>>>>>

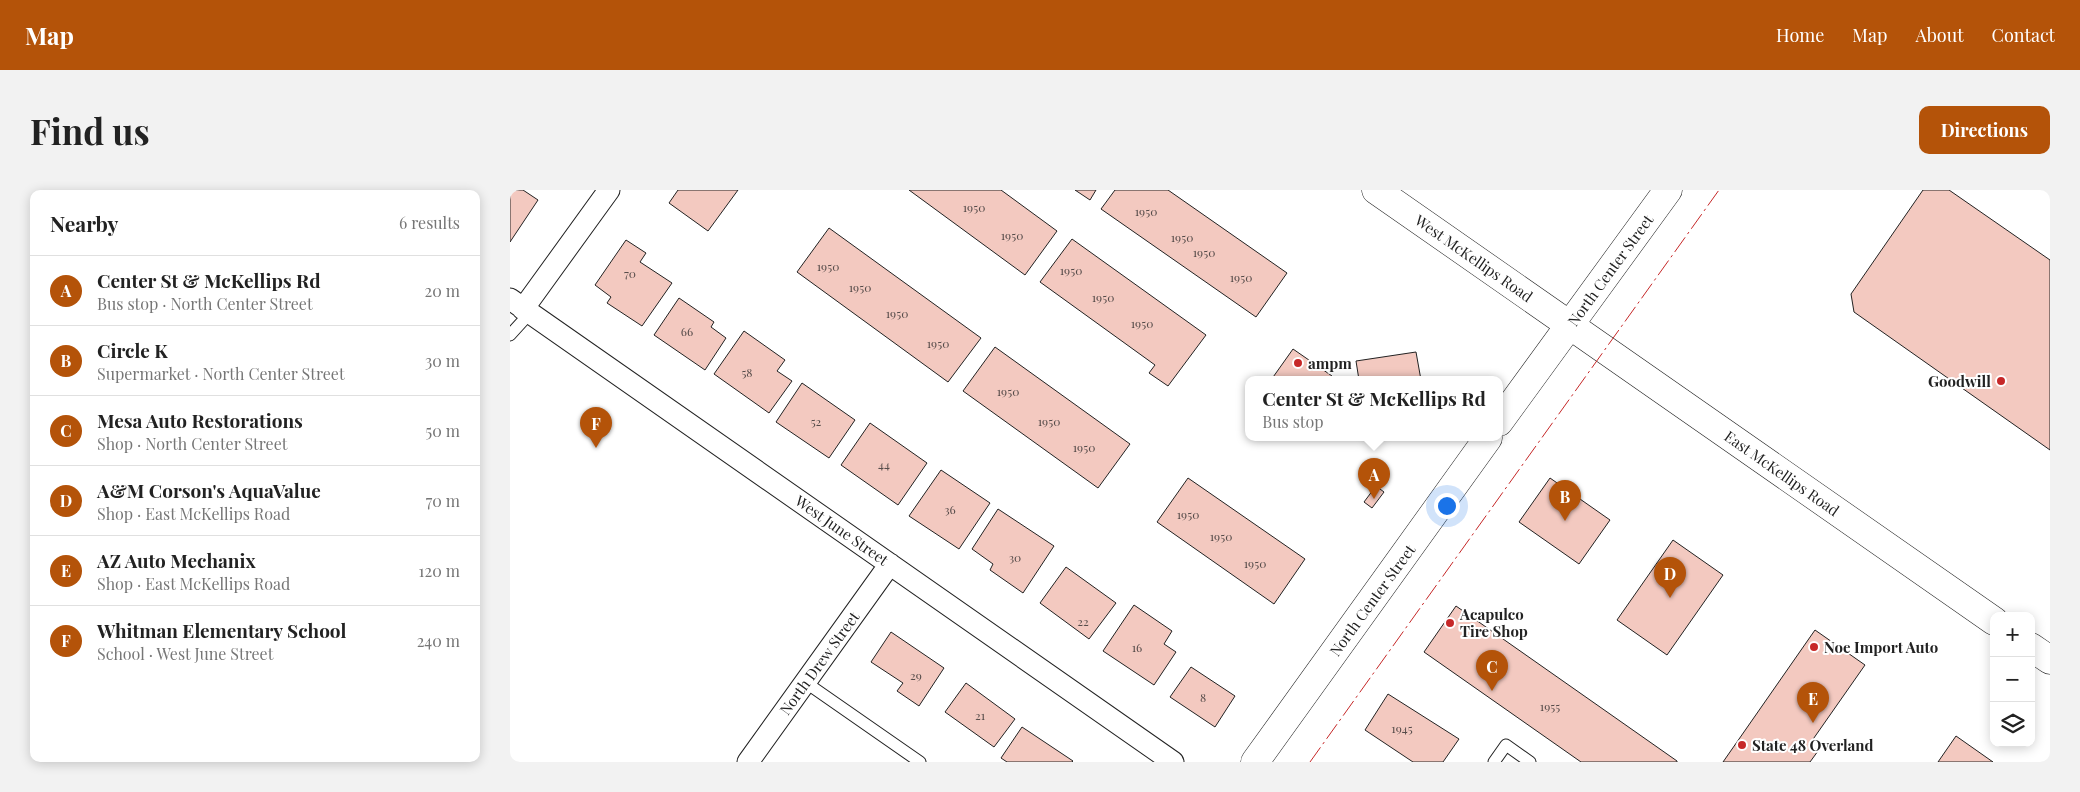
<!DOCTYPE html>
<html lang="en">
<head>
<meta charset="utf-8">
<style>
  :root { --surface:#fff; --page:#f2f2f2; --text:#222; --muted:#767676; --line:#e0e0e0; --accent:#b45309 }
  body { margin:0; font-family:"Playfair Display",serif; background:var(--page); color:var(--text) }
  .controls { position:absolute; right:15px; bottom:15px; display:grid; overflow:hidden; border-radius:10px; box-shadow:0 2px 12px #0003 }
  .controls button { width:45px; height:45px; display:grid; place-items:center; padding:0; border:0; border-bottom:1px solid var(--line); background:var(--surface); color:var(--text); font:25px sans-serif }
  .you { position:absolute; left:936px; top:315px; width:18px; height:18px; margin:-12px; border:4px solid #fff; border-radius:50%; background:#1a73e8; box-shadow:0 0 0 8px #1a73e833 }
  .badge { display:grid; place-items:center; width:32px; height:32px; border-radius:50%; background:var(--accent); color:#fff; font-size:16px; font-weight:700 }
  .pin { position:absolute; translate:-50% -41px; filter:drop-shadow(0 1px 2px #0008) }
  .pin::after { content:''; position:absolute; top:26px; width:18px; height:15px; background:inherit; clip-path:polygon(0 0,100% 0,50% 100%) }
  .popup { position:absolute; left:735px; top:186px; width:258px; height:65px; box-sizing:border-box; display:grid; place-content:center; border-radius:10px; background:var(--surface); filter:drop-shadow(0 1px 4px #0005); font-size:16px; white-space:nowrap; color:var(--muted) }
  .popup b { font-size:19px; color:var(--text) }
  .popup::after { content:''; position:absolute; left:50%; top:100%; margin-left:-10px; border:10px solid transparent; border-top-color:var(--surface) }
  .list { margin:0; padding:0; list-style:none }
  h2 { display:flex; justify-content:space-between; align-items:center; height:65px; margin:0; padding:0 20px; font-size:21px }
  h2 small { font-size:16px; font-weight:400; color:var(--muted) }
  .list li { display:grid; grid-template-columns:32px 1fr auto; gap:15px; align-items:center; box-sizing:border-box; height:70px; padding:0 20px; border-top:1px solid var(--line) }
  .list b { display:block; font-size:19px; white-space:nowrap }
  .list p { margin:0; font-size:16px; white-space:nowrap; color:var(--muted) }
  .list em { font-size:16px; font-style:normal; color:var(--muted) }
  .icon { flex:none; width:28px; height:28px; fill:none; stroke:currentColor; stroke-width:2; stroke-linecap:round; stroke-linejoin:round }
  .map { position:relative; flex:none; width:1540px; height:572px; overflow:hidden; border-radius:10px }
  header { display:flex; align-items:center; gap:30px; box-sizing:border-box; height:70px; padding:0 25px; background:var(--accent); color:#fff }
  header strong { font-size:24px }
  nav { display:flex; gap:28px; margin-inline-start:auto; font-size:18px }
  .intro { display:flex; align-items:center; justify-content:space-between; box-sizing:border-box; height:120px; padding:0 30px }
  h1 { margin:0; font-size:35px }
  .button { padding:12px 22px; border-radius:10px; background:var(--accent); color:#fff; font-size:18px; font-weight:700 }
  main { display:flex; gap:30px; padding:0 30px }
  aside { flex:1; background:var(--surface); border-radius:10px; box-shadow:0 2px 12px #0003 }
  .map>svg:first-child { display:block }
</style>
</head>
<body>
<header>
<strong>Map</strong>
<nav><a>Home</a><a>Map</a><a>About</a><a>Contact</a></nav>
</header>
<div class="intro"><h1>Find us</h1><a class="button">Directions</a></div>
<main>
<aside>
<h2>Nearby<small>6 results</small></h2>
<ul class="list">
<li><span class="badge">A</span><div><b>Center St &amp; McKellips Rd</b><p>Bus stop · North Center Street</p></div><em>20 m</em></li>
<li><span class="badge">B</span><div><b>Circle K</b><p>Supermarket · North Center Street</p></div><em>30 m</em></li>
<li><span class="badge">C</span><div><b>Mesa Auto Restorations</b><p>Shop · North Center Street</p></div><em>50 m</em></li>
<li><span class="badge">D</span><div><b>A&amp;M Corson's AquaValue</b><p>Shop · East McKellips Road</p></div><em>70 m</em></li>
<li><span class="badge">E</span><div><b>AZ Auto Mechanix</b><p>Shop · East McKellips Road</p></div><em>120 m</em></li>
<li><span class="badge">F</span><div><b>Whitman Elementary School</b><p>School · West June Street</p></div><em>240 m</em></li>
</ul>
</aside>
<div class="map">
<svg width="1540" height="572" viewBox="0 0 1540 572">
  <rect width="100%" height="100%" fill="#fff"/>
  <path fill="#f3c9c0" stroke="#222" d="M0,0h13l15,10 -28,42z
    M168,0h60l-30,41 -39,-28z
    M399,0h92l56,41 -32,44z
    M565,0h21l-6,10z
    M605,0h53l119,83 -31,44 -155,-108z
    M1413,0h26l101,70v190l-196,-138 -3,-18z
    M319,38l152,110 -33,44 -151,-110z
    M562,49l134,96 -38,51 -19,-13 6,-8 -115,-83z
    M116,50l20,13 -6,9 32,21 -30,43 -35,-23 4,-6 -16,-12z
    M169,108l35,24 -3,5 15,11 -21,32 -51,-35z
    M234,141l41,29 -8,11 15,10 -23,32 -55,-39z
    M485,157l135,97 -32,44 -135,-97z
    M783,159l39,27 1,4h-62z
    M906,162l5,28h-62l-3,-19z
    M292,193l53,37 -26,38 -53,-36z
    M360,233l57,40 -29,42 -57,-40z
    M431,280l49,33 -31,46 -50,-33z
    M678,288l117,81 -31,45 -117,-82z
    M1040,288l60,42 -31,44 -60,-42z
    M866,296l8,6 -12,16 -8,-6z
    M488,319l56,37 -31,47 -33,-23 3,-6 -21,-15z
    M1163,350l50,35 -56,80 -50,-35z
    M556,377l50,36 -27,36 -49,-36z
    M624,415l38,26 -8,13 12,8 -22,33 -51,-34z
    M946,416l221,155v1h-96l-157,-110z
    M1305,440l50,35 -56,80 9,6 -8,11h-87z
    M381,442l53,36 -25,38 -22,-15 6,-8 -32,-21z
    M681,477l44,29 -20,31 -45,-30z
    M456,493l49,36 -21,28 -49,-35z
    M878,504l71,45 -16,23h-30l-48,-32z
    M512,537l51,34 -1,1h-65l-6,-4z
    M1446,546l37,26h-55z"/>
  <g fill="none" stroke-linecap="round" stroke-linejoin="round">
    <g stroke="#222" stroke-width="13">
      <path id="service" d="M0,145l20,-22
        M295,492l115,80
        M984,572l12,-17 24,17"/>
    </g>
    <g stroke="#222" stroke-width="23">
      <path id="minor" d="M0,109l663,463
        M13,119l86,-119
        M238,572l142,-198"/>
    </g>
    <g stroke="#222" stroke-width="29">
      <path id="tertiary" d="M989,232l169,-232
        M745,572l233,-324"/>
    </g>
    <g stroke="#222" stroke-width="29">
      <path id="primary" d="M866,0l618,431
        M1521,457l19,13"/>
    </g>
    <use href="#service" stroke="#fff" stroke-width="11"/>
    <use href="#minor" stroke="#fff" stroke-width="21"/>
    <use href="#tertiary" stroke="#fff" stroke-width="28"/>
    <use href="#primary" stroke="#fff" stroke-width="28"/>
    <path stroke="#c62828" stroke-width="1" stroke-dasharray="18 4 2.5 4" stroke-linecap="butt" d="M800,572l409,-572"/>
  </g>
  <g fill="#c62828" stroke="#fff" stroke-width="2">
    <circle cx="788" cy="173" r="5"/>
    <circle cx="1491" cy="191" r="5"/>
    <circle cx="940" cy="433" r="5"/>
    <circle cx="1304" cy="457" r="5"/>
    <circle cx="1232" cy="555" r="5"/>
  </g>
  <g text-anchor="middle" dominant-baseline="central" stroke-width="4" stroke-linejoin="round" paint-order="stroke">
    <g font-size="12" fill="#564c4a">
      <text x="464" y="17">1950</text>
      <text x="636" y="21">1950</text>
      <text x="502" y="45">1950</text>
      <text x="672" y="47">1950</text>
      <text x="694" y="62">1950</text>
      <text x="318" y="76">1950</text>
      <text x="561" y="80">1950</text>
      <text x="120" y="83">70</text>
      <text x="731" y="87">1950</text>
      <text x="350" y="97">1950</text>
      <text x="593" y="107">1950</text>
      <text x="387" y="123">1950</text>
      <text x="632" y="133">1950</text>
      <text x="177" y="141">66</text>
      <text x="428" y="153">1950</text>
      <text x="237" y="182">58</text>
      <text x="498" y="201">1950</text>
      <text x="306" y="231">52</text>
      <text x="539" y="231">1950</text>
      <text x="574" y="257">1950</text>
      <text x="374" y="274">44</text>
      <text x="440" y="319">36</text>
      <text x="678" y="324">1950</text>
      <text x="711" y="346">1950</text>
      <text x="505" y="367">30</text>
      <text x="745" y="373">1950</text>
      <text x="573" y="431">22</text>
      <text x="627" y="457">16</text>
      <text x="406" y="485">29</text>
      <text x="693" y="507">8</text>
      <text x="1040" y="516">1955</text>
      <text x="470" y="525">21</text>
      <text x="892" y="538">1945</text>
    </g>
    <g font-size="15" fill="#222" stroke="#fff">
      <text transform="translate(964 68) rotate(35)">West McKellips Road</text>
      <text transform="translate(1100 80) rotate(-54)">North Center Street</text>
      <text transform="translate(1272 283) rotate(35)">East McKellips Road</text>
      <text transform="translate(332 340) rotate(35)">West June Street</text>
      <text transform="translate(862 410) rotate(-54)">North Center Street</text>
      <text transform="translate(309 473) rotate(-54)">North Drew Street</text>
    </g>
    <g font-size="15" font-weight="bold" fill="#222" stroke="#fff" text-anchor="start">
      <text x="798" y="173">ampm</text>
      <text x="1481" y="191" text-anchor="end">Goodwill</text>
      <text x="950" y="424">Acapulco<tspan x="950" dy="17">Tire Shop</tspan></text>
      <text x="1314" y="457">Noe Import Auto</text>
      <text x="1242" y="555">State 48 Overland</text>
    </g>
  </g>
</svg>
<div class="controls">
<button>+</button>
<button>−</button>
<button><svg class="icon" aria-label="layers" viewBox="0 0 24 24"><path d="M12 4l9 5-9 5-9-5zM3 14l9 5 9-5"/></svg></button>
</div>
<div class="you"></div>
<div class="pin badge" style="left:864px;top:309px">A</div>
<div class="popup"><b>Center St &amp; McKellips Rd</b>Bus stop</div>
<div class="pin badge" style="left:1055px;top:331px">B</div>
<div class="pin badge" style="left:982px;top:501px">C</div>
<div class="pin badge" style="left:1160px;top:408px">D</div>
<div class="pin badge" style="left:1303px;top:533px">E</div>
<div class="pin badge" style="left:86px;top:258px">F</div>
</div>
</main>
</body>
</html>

<<<<<
>>>>>

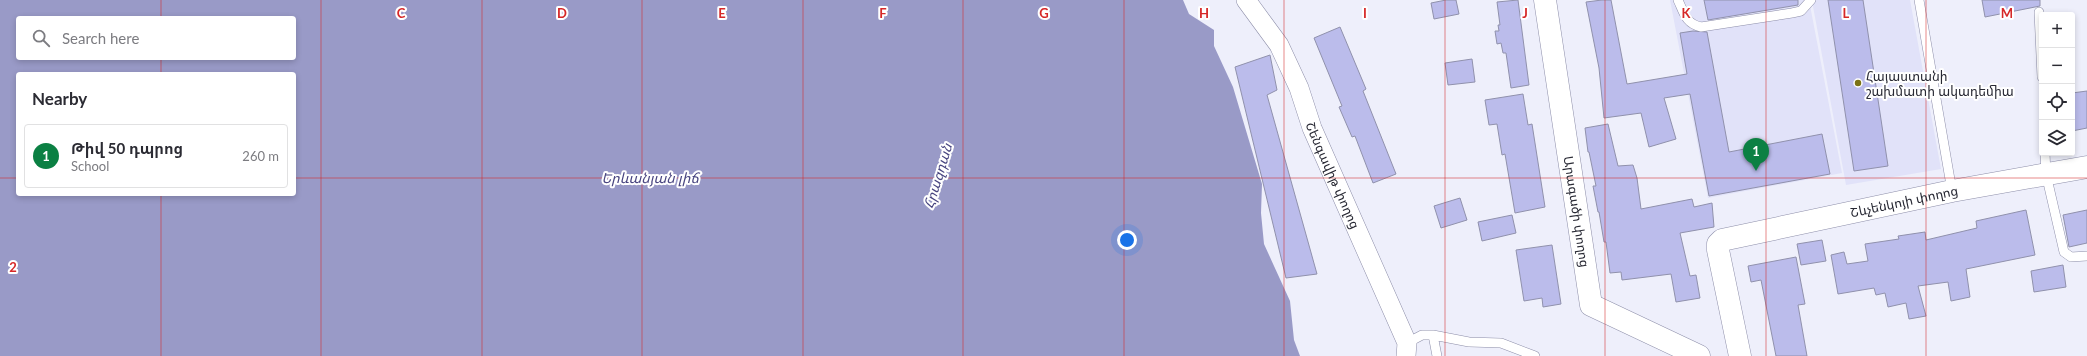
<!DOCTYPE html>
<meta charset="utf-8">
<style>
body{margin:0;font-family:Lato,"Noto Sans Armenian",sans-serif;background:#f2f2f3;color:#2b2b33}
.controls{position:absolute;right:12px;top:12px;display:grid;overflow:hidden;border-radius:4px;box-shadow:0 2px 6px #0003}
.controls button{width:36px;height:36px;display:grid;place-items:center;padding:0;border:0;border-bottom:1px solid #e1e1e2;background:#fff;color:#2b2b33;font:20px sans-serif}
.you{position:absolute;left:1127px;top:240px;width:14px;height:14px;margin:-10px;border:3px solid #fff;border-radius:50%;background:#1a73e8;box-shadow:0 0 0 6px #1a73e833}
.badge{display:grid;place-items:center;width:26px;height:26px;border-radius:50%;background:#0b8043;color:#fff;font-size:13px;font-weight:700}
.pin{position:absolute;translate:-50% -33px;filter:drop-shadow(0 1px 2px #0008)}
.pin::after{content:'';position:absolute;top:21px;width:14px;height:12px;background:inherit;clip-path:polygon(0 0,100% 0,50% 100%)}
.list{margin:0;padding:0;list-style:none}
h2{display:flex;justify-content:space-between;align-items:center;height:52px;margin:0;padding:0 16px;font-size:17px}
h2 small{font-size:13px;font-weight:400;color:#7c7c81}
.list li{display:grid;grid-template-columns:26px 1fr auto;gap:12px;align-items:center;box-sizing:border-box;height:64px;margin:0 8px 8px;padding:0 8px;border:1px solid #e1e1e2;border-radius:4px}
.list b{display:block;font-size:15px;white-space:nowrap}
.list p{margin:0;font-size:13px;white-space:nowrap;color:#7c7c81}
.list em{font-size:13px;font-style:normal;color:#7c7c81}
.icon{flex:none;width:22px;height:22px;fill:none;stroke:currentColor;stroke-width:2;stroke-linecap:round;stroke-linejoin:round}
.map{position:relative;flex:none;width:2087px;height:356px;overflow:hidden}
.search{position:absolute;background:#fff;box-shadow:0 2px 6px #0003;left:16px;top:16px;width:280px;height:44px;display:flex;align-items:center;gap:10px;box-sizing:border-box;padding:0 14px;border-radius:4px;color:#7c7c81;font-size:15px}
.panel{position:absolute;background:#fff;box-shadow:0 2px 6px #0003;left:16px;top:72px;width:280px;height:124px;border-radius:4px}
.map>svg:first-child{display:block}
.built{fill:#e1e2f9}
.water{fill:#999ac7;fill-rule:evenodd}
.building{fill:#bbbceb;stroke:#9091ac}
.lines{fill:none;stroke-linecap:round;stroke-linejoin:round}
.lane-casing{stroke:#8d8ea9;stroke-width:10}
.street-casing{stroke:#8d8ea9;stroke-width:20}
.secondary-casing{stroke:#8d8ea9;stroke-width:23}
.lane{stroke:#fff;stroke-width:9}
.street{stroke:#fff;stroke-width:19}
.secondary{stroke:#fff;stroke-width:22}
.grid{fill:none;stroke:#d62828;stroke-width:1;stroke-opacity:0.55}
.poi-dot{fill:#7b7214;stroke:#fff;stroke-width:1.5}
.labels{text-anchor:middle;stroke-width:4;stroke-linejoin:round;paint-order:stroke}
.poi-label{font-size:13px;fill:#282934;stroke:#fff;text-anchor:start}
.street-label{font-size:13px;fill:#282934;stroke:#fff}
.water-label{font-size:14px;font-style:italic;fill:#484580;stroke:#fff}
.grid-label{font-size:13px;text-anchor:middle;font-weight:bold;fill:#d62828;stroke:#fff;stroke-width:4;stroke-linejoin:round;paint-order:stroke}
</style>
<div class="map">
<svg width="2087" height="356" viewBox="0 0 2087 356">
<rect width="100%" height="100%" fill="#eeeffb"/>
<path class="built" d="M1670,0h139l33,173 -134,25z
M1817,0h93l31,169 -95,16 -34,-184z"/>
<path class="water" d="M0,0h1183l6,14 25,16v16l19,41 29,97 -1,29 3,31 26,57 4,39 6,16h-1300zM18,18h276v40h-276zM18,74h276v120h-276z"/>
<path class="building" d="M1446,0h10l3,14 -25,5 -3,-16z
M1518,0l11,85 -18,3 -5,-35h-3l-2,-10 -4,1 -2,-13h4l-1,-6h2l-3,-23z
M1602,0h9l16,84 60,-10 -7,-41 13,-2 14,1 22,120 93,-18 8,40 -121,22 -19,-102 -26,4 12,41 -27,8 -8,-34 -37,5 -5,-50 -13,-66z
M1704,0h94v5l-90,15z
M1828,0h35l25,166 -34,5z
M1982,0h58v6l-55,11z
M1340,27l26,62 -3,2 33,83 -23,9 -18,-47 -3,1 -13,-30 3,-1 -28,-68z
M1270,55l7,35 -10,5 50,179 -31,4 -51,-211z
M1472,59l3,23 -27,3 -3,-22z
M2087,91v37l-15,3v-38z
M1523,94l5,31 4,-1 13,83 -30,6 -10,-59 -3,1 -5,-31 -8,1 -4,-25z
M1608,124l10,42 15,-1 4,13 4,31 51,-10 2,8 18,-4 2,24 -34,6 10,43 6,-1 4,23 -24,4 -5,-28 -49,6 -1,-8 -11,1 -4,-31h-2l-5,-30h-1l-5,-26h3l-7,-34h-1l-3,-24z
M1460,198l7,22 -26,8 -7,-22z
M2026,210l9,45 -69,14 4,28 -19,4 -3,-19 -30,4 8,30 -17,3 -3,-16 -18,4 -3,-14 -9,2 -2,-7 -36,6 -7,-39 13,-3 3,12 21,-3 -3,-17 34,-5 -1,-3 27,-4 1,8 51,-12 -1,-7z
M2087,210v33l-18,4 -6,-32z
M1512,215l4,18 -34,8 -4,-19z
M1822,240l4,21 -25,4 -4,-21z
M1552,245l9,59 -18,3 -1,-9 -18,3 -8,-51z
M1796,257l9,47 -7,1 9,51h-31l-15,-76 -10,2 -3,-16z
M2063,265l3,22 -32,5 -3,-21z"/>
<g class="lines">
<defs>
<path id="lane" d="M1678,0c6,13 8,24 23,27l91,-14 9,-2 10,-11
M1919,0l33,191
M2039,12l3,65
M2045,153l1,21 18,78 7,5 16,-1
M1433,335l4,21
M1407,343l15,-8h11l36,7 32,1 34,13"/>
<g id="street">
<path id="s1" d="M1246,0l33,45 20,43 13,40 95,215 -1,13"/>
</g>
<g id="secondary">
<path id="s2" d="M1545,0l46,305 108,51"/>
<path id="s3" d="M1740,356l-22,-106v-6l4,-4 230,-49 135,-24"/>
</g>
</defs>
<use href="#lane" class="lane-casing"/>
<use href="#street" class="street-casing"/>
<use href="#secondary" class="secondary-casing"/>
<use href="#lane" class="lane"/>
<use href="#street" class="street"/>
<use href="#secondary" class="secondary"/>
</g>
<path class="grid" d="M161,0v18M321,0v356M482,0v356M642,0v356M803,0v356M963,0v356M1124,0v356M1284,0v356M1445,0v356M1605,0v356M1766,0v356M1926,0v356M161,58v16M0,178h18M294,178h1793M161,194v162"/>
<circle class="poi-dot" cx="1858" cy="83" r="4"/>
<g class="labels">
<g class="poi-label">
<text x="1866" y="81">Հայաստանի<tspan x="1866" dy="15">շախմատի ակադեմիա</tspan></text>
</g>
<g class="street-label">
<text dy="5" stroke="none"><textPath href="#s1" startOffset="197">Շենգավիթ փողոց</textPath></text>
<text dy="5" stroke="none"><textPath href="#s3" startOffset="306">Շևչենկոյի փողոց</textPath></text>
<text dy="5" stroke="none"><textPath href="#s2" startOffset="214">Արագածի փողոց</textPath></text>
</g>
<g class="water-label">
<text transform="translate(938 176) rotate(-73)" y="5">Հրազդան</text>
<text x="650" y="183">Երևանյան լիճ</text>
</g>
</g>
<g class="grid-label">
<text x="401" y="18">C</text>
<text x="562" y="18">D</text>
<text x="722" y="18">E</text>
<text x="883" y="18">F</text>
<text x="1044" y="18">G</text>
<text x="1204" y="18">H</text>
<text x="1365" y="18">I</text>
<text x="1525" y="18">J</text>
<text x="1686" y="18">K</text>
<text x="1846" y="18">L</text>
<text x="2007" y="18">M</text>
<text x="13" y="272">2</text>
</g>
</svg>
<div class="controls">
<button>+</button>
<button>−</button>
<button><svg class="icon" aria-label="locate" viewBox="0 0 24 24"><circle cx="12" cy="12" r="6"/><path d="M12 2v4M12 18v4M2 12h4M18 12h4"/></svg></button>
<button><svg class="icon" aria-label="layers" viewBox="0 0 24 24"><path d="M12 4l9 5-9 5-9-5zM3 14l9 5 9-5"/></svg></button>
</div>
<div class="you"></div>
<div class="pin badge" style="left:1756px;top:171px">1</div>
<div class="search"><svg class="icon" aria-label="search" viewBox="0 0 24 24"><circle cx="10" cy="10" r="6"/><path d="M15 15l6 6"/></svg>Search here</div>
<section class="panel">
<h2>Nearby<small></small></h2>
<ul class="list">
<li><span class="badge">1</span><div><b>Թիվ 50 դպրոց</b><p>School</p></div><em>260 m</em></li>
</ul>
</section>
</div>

<<<<<

Your reply must be one number: how many lines of the material hold the string "strong".

2